A eloquente apresentação monológica "O Prazer é Todo Nosso", concebida por Juliana Martins e meticulosamente dirigida por Bel Kutner, busca, com uma ousadia contemporânea, traçar os contornos do empoderamento feminino ao longo dos anos. No entanto, mesmo à luz da nobre intenção de explorar os vínculos de sororidade e a liberdade sexual feminina, o texto de Beto Brown, encarregado de traduzir essa transformação, lamentavelmente, se vê enredado à sombra de clichês e generalizações que evocam resquícios de machismo – fato esse que não contribui como uma parcela  somatória em favor da tão almejada libertação das mulheres, mas se fazendo presente como um aliado antagônico ao discurso da protagonista.

Por essa e outras, a promessa de uma reviravolta marcante no universo feminino não se materializa de modo impactante no texto. Observa-se uma superficialidade nas reflexões acerca da metamorfose feminina vivenciada pela protagonista, cuja análise se restringe à proclamação da imprescindibilidade da empatia entre mulheres, sem fornecer uma dissecção mais penetrante ou crítica das complexidades inerentes a esse processo.

A direção de Bel Kutner, apesar de engendrar uma trilha narrativa intrigante através das múltiplas histórias apresentadas, não consegue se desvencilhar completamente de estereótipos. A abordagem das experiências sexuais e afetivas é predominantemente heterossexual, o que restringe a representatividade, excluindo perspectivas que poderiam enriquecer a trama. Ademais, a ênfase excessiva na paixão da protagonista por homens grisalhos poderia, inadvertidamente, fortalecer estereótipos tradicionais de feminilidade, nos quais a mulher necessita da proteção de um homem maduro.

A cenografia e o figurino assinados por Domingos de Alcântara, assim como o design de luz concebido por Lara Cunha e Paulo Denizot, carecem de um olhar de Kutner sob um ponto de vista mais privilegiado, em busca do envolvimento da monologuista numa atmosfera mais rica em sensualidade, visando potencializar a percepção das histórias, por parte do espectador, contemplando valores literários estéticos.   

A trilha sonora composta por Rodrigo Penna também não desempenha um papel significativo em estabelecer o tom da peça, perdendo a oportunidade de amplificar os momentos de humor, ironia e sinceridade propostos pelo texto.

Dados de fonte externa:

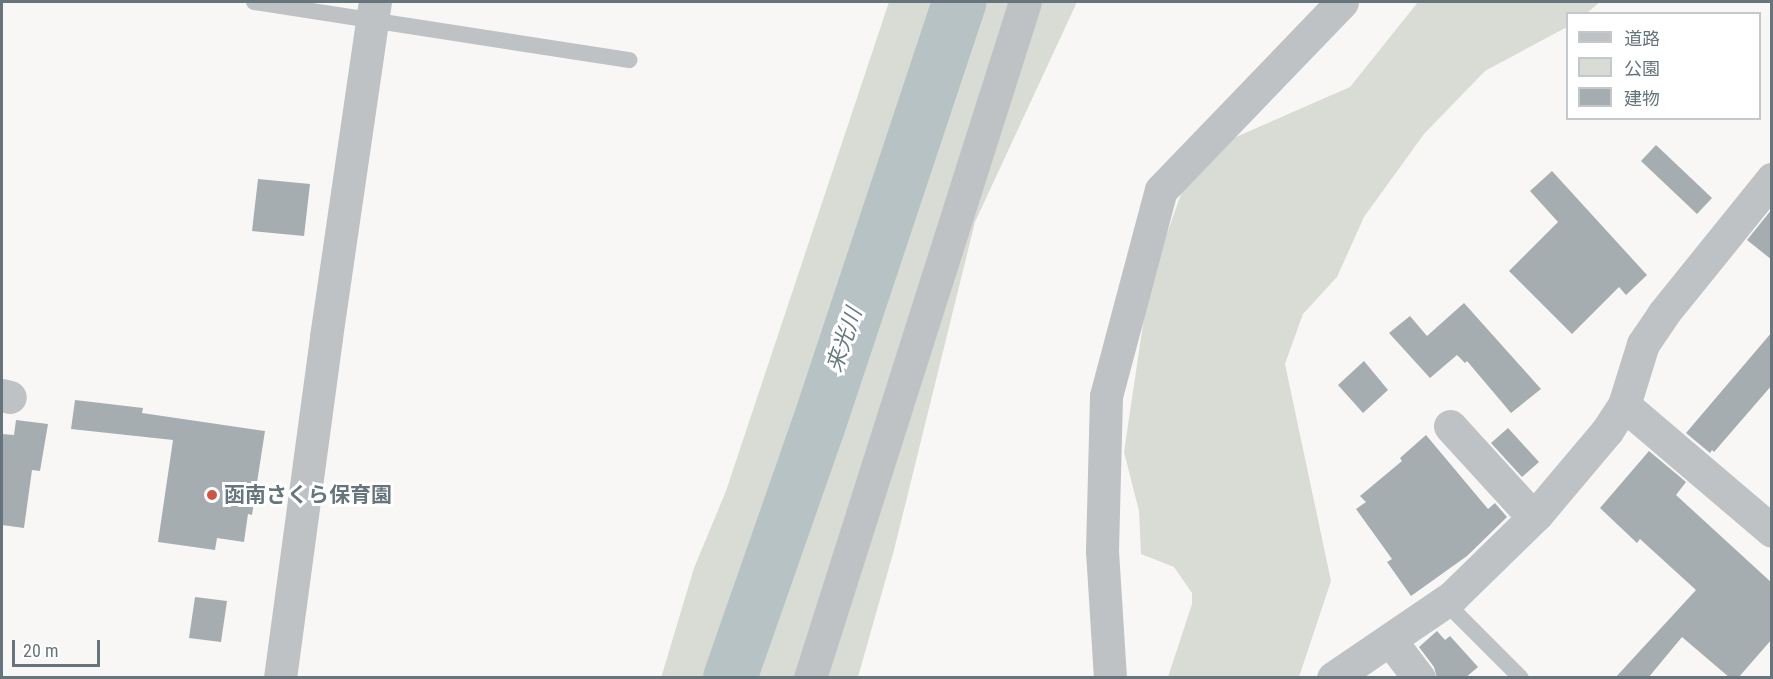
<!DOCTYPE html>
<html>
<head>
<meta charset="utf-8">
<style>
  body { margin:0 }
  #map { position:relative; width:1773px; height:679px; overflow:hidden; background:#f8f7f5; font-family:"Roboto Condensed","Noto Sans JP",sans-serif }
  div>[style] { position:absolute }
  [style*='--x'] { left:calc(var(--x)*1px); top:calc(var(--y)*1px); width:calc(var(--w)*1px); rotate:calc(var(--a)*1deg) }
  .green>* { inset:0; background:#d8dcd5 }
  .river>* { height:54px; margin:-27px; padding:0 27px; transform-origin:27px; border-radius:27px; background:#b7c2c5 }
  .building>* { inset:0; background:#a5adb1 }
  .service>* { height:16px; margin:-8px; padding:0 8px; transform-origin:8px; border-radius:8px; background:#bec2c4 }
  .minor>* { height:33px; margin:-16.5px; padding:0 16.5px; transform-origin:16.5px; border-radius:16.5px; background:#bec2c4 }
  .dots>* { width:16px; height:16px; translate:-50% -50%; box-sizing:border-box; border:3px solid #fff; border-radius:50% }
  span { translate:-50% -50%; white-space:nowrap; text-align:center; line-height:1.15; -webkit-text-stroke:6px #fff; paint-order:stroke }
  .poi-label { font-size:21px; color:#66757c; font-weight:700 }
  .left { translate:0 -50%; text-align:left }
  .water-label { font-size:22px; color:#677a7e; font-style:italic }
  .frame { position:absolute; inset:0; border:3px solid #66757c; pointer-events:none }
  .legend { position:absolute; left:1566px; top:12px; width:195px; height:108px; box-sizing:border-box; background:#fff; border:2px solid #c2c8cb; margin:0; padding:8px 10px; list-style:none; font-size:18px; color:#66757c }
  .legend li { display:flex; align-items:center; gap:12px; height:30px }
  .legend b { width:30px; border:2px solid #c2c8cb }
  .scale { position:absolute; left:12px; top:640px; width:88px; height:27px; box-sizing:border-box; border:3px solid #66757c; border-top:0; padding-left:8px; font-size:18px; line-height:21px; white-space:nowrap; color:#66757c; -webkit-text-stroke:4px #fff; paint-order:stroke }
</style>
</head>
<body>
<div id="map">
  <div class="green">
    <div style="clip-path:polygon(889px 2px,1077px 2px,975px 222px,894px 550px,858px 677px,661px 678px,694px 568px,726px 491px)"></div>
    <div style="clip-path:polygon(1418px 2px,1600px 2px,1587px 13px,1568px 14px,1567px 27px,1485px 71px,1424px 134px,1364px 217px,1337px 277px,1303px 314px,1285px 364px,1331px 581px,1299px 677px,1168px 677px,1192px 604px,1192px 593px,1174px 567px,1141px 554px,1139px 511px,1124px 452px,1149px 284px,1186px 180px,1220px 144px,1350px 87px)"></div>
  </div>
  <div class="river">
    <div style="--x:730;--y:678;--w:266;--a:-70.7"></div>
    <div style="--x:818;--y:427;--w:448;--a:-71.6"></div>
  </div>
  <div class="building">
    <div style="clip-path:polygon(1656px 145px,1712px 198px,1697px 214px,1641px 161px)"></div>
    <div style="clip-path:polygon(1552px 171px,1647px 275px,1626px 295px,1619px 287px,1572px 334px,1509px 271px,1558px 222px,1530px 191px)"></div>
    <div style="clip-path:polygon(258px 179px,310px 184px,304px 236px,252px 231px)"></div>
    <div style="clip-path:polygon(1772px 209px,1772px 260px,1747px 240px)"></div>
    <div style="clip-path:polygon(1464px 303px,1541px 389px,1511px 413px,1467px 361px,1465px 363px,1457px 355px,1430px 378px,1389px 333px,1410px 316px,1427px 336px)"></div>
    <div style="clip-path:polygon(1772px 332px,1772px 385px,1714px 452px,1712px 450px,1710px 453px,1686px 433px)"></div>
    <div style="clip-path:polygon(1364px 361px,1388px 390px,1363px 413px,1338px 385px)"></div>
    <div style="clip-path:polygon(75px 400px,143px 408px,142px 413px,265px 431px,252px 515px,248px 514px,244px 542px,217px 538px,215px 550px,158px 542px,173px 440px,71px 429px)"></div>
    <div style="clip-path:polygon(16px 420px,48px 424px,40px 471px,32px 470px,24px 528px,2px 525px,2px 434px,14px 435px)"></div>
    <div style="clip-path:polygon(1508px 428px,1539px 462px,1522px 477px,1491px 443px)"></div>
    <div style="clip-path:polygon(1426px 435px,1488px 509px,1495px 503px,1507px 517px,1467px 556px,1411px 596px,1387px 562px,1392px 559px,1356px 509px,1366px 502px,1360px 496px,1402px 461px,1400px 458px)"></div>
    <div style="clip-path:polygon(1649px 451px,1686px 482px,1676px 495px,1772px 583px,1772px 639px,1738px 678px,1730px 678px,1682px 637px,1648px 678px,1615px 678px,1696px 590px,1640px 539px,1637px 543px,1600px 508px)"></div>
    <div style="clip-path:polygon(195px 597px,227px 601px,221px 642px,189px 638px)"></div>
    <div style="clip-path:polygon(1437px 631px,1445px 640px,1450px 636px,1478px 667px,1465px 678px,1437px 678px,1434px 667px,1419px 647px)"></div>
  </div>
  <div class="service">
    <div style="--x:254;--y:2;--w:380;--a:8.8"></div>
    <div style="--x:1445;--y:602;--w:107;--a:45"></div>
  </div>
  <div class="minor">
    <div style="--x:2;--y:395;--w:8;--a:14"></div>
    <div style="--x:1624;--y:405;--w:194;--a:40.4"></div>
    <div style="--x:1450;--y:426;--w:123;--a:47.6"></div>
    <div style="--x:1390;--y:640;--w:48;--a:52.7"></div>
    <div style="--x:280;--y:678;--w:344;--a:-82.3"></div>
    <div style="--x:326;--y:337;--w:339;--a:-81.7"></div>
    <div style="--x:810;--y:678;--w:709;--a:-72.36"></div>
    <div style="--x:1110;--y:678;--w:128;--a:-93.6"></div>
    <div style="--x:1102;--y:550;--w:154;--a:-88.5"></div>
    <div style="--x:1106;--y:396;--w:213;--a:-75.1"></div>
    <div style="--x:1161;--y:190;--w:261;--a:-46.1"></div>
    <div style="--x:1333;--y:678;--w:145;--a:-34.3"></div>
    <div style="--x:1453;--y:596;--w:117;--a:-44.3"></div>
    <div style="--x:1537;--y:514;--w:109;--a:-49.9"></div>
    <div style="--x:1607;--y:431;--w:31;--a:-57"></div>
    <div style="--x:1624;--y:405;--w:64;--a:-72.7"></div>
    <div style="--x:1643;--y:344;--w:36;--a:-56"></div>
    <div style="--x:1663;--y:314;--w:174;--a:-51.1"></div>
  </div>
  <div class="dots">
    <div style="left:212px;top:495px;background:#cc5641"></div>
  </div>
  <div class="poi-label">
    <span class="left" style="left:224px;top:495px">函南さくら保育園</span>
  </div>
  <div class="water-label">
    <span style="left:844px;top:340px;rotate:-71deg">来光川</span>
  </div>
  <div class="frame"></div>
  <ul class="legend">
  <li><b style="height:8px;background:#bec2c4"></b>道路</li>
  <li><b style="height:16px;background:#d8dcd5"></b>公園</li>
  <li><b style="height:16px;background:#a5adb1"></b>建物</li>
  </ul>
  <div class="scale">20 m</div>
</div>
</body>
</html>
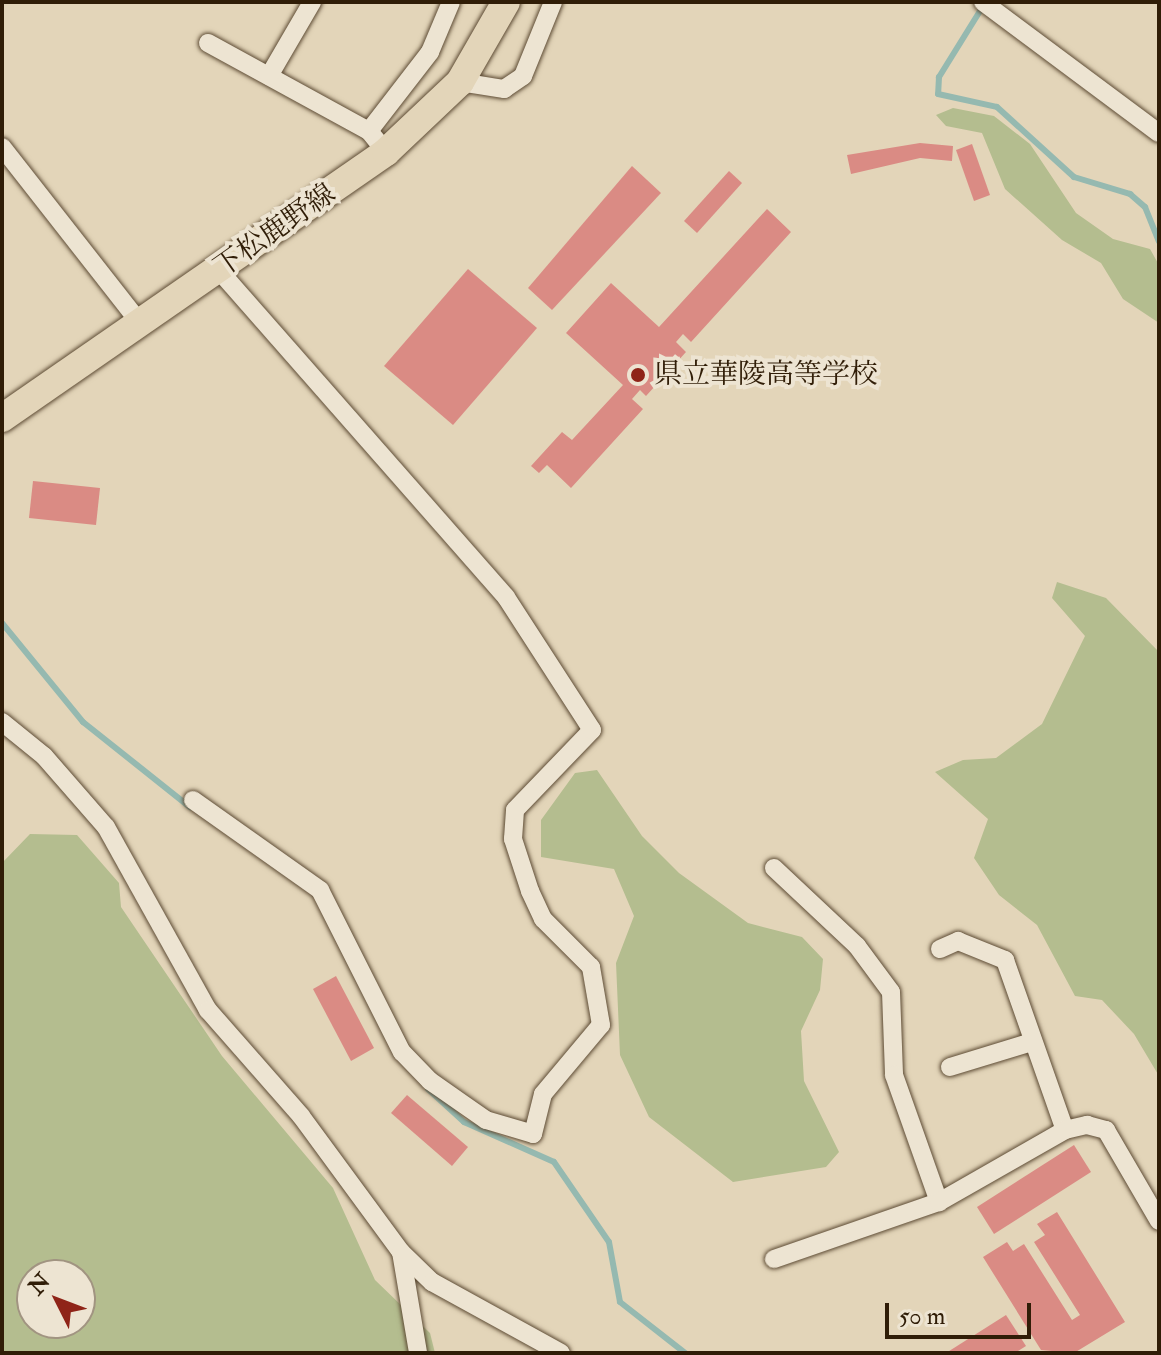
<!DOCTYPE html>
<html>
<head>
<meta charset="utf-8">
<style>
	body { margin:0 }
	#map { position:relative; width:1161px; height:1355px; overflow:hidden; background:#e3d5b9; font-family:"IM FELL Double Pica","Noto Serif JP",serif }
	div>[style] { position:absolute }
	.green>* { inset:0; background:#b4bd8f }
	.stream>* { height:6px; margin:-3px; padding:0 3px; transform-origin:3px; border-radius:3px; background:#95b9b0 }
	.building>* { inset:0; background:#da8b84 }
	.roads { filter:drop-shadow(0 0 2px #5d4b34) drop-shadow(0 0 2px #5d4b34) }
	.minor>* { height:18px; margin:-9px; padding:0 9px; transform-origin:9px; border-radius:9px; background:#ede4d2 }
	.primary>* { height:28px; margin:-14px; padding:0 14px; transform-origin:14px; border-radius:14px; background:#e3d5b9 }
	.dots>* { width:22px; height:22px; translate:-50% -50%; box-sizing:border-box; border:4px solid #ede4d2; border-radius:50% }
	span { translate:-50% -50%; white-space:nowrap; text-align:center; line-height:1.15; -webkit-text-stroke:8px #ede4d2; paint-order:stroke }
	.street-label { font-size:28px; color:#301d07 }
	.poi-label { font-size:28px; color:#301d07 }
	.left { translate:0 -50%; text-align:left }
	.frame { position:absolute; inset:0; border:4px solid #301d07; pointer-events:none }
	.north { position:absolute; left:16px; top:1259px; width:80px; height:80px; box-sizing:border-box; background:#ede4d2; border:2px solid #a19481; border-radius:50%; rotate:312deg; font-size:22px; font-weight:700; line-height:32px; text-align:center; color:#301d07 }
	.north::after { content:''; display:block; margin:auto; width:28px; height:36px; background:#8f2418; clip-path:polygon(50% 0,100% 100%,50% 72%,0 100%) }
	.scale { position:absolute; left:885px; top:1303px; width:146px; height:36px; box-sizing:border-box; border:4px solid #301d07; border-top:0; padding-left:10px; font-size:24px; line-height:28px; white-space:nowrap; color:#301d07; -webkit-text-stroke:6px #ede4d2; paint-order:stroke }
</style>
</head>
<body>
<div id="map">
	<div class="green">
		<div style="clip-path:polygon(953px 108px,994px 116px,1030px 144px,1076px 213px,1113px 239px,1150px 249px,1159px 265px,1159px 323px,1123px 299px,1101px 263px,1062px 240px,1005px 189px,982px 133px,946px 126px,936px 115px)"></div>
		<div style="clip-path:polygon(1057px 582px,1106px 598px,1159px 652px,1159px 1076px,1134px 1034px,1102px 1000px,1075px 996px,1037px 925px,999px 895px,974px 858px,988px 819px,935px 772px,963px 760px,996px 758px,1042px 724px,1085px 636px,1052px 598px)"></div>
		<div style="clip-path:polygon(597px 770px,642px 836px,679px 873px,748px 923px,802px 937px,823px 959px,820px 990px,801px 1031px,804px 1081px,839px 1152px,826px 1167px,733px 1182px,649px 1117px,620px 1055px,616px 963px,634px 916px,614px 869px,541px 857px,541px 820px,575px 773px)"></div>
		<div style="clip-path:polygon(evenodd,30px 834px,77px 835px,119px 883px,121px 907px,222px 1056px,333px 1188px,375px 1280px,430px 1333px,435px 1353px,2px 1353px,2px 863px,30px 834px,32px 1275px,80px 1275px,80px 1323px,32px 1323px,32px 1275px)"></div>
	</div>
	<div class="stream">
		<div style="left:980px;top:11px;width:78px;rotate:121.8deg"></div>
		<div style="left:939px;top:77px;width:17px;rotate:93deg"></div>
		<div style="left:938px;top:94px;width:60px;rotate:12.4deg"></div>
		<div style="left:997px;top:107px;width:104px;rotate:42.3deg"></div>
		<div style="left:1074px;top:177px;width:59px;rotate:16.9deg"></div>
		<div style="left:1130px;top:194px;width:20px;rotate:41deg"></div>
		<div style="left:1145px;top:207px;width:37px;rotate:68deg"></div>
		<div style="left:2px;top:623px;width:128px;rotate:50.7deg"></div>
		<div style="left:83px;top:722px;width:137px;rotate:38.5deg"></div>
		<div style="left:428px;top:1089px;width:49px;rotate:42.5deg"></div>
		<div style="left:464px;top:1122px;width:98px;rotate:24deg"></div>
		<div style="left:554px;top:1162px;width:97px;rotate:55.5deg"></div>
		<div style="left:609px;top:1242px;width:61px;rotate:79.6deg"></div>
		<div style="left:620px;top:1302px;width:83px;rotate:38.1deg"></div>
	</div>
	<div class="building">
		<div style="clip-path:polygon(920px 143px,953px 146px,952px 161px,920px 158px,851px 174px,847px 155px)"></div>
		<div style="clip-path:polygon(972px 144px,990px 195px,974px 201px,956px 150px)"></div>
		<div style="clip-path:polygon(632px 166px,661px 193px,552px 310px,528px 288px)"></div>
		<div style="clip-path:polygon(729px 171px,742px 183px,697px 233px,684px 221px)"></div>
		<div style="clip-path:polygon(767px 209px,791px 232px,691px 342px,683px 334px,676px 342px,686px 352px,646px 396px,640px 390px,632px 399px,643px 409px,571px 488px,547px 465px,539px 473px,531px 466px,562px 432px,572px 440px,623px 385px,566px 333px,611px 283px,659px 327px)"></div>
		<div style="clip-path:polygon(468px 269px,537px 328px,453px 425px,384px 366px)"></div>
		<div style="clip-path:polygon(33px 481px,100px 488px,96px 525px,29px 518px)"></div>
		<div style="clip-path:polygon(336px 976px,374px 1048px,351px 1061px,313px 989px)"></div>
		<div style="clip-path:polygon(407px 1095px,468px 1147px,452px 1166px,391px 1113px)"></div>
		<div style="clip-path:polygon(1074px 1145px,1091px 1172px,994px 1234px,977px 1207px)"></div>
		<div style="clip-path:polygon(1057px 1212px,1125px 1322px,1074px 1353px,1041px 1350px,983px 1257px,1007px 1242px,1013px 1251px,1024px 1244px,1072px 1320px,1080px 1315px,1034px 1242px,1045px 1235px,1037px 1224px)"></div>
		<div style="clip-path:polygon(1006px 1315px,1026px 1346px,1015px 1353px,946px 1353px)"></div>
	</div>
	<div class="roads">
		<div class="minor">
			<div style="left:983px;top:2px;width:219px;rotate:36.7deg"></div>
			<div style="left:208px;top:43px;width:183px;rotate:28.7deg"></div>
			<div style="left:369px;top:131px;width:27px;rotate:51deg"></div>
			<div style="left:269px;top:76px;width:86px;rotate:-59.8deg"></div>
			<div style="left:460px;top:82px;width:45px;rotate:9deg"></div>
			<div style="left:504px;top:89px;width:23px;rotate:-34deg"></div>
			<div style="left:523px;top:76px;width:80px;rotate:-67.9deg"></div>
			<div style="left:369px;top:131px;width:100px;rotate:-52.3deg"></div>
			<div style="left:430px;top:52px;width:54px;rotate:-67.2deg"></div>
			<div style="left:2px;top:147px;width:224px;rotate:51.9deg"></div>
			<div style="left:2px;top:722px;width:54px;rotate:39deg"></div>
			<div style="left:44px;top:756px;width:94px;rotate:48.9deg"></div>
			<div style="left:106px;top:827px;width:210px;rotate:60.9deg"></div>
			<div style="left:208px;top:1010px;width:141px;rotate:48.7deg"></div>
			<div style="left:301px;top:1116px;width:169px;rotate:53.7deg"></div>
			<div style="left:401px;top:1252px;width:43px;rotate:44.1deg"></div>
			<div style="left:432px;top:1282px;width:147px;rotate:28.8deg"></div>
			<div style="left:193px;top:800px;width:156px;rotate:35.3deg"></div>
			<div style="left:320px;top:890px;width:182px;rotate:63.2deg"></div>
			<div style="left:402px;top:1052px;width:40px;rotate:46deg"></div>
			<div style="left:430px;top:1081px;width:68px;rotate:34.9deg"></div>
			<div style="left:486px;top:1120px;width:49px;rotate:16.6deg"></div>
			<div style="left:533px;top:1134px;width:41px;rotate:-76deg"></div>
			<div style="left:543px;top:1094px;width:90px;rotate:-50deg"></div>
			<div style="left:601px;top:1025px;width:59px;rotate:-99.8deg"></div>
			<div style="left:591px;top:967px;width:68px;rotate:-135deg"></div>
			<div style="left:543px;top:919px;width:31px;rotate:-115deg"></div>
			<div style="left:530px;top:891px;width:55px;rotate:-108.1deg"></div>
			<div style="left:513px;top:839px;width:29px;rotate:-86deg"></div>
			<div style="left:515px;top:810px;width:111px;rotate:-46.1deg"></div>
			<div style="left:592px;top:730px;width:158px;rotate:-122.9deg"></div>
			<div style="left:506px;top:597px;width:435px;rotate:-131.3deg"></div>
			<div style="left:774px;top:868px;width:114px;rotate:43.2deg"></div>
			<div style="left:857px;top:946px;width:57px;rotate:53.5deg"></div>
			<div style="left:891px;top:992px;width:83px;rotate:87.9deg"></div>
			<div style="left:894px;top:1075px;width:135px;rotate:70.5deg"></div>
			<div style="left:940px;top:949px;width:20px;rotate:-24deg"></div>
			<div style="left:958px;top:941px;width:51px;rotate:22deg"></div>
			<div style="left:1005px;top:960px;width:180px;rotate:70.6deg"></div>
			<div style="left:950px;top:1067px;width:86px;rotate:-17deg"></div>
			<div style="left:401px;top:1252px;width:102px;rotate:80.4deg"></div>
			<div style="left:774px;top:1259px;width:175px;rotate:-19.1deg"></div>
			<div style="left:939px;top:1202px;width:145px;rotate:-29.7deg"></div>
			<div style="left:1065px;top:1130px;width:23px;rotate:-13deg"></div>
			<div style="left:1087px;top:1125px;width:20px;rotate:15deg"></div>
			<div style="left:1106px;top:1130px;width:105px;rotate:59.8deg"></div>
		</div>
		<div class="primary">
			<div style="left:2px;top:418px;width:467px;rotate:-34.7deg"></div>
			<div style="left:386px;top:152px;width:102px;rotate:-43.4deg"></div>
			<div style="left:460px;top:82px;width:92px;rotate:-60.1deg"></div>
		</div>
	</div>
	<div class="dots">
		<div style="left:638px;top:375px;background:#8f2418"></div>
	</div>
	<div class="street-label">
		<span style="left:275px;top:231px;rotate:-35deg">下松鹿野線</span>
	</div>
	<div class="poi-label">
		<span class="left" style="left:654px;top:375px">県立華陵高等学校</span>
	</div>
	<div class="frame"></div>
	<div class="north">N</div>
	<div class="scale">50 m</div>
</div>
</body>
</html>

Para atingir seu potencial máximo, a peça carece de um mergulho mais profundo nas complexidades das questões femininas, sem recorrer a clichês, e de expandir as narrativas ao compartilhar com o público a experiência da personagem em seu primeiro contato com a transexualidade, a violência sexual sofrida na juventude e o assédio sexual no ambiente profissional.

A mensagem de que as mulheres têm o direito de explorar, experimentar encontros e realizar seus desejos é, indubitavelmente, positiva, o que permite que "O Prazer é Todo Nosso" acerte ao abordar, de maneira descontraída, temas frequentemente considerados tabus.